Turning point. The words echoed in my mind as the pastor closed the service in prayer. I knew my minor keys were well-weathered and worn. The eating disorder had taken over my life— separating me from friends, harming my body, and causing persistent anxiety. 

I felt as the prodigal son did in Luke 15 after squandering his inheritance. Starving to death and making meager earnings tending to pigs, the prodigal son finally relinquishes his pride.

“When he came to his senses, he said, ‘How many of my father’s hired servants have food to spare, and here I am starving to death! I will set out and go back to my father.’”  (Luke 15:17-18a).

Now, I was the one in the pigsty. When I was in charge of my own life, I put all my hope and energy into the wrong things. The master I was serving—an identity based on looks, approval from others, and perfect health—was a life that would ruin me, as it had ruined my relationship with food and exercise. 

I needed Jesus to be the key change, the turning point in my life. It would mean surrendering my strict diet and healthy rules and giving up control. It would mean not letting a number on a scale or a pant size rule my life, or an obsession with perfect health be my master. As Paul describes in Romans, I’d have to be “dead” to those things.
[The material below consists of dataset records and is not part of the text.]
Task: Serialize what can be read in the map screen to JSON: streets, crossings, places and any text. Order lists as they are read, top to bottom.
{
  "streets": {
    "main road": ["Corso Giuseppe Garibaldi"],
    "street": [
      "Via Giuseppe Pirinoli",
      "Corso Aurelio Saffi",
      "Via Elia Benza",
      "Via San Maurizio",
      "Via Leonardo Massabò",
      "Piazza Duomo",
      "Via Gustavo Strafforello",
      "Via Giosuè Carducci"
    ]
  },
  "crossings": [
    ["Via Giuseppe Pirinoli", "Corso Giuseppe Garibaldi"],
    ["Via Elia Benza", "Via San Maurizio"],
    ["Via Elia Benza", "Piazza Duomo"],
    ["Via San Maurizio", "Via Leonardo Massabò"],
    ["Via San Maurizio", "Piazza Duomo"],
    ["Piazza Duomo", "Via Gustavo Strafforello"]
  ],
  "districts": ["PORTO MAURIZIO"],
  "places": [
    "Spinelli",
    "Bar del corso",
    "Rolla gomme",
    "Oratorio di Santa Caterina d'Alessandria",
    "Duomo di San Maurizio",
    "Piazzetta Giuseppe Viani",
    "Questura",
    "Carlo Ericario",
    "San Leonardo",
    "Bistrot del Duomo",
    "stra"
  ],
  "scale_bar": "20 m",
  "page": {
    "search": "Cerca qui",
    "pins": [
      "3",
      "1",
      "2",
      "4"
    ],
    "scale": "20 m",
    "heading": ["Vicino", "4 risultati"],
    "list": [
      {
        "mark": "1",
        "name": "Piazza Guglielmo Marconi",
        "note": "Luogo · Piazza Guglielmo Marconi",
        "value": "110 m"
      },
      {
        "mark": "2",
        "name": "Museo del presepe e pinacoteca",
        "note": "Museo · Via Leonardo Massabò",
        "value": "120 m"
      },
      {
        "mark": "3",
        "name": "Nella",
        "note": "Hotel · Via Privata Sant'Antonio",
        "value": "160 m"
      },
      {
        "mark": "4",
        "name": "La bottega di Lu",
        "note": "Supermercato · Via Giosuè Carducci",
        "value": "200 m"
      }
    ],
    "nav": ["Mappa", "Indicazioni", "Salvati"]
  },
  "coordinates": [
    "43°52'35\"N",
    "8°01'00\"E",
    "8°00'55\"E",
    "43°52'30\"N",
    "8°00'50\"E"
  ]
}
“In the same way, count yourselves dead to sin but alive to God in Christ Jesus… Offer yourselves to God as those who have been brought from death to life…For sin shall no longer be your master, because you are not under the law, but under grace” (Romans 6:11, 13b, 14b).

So, like the prodigal son, I turned around and went home to a loving Father who ran out to meet me. 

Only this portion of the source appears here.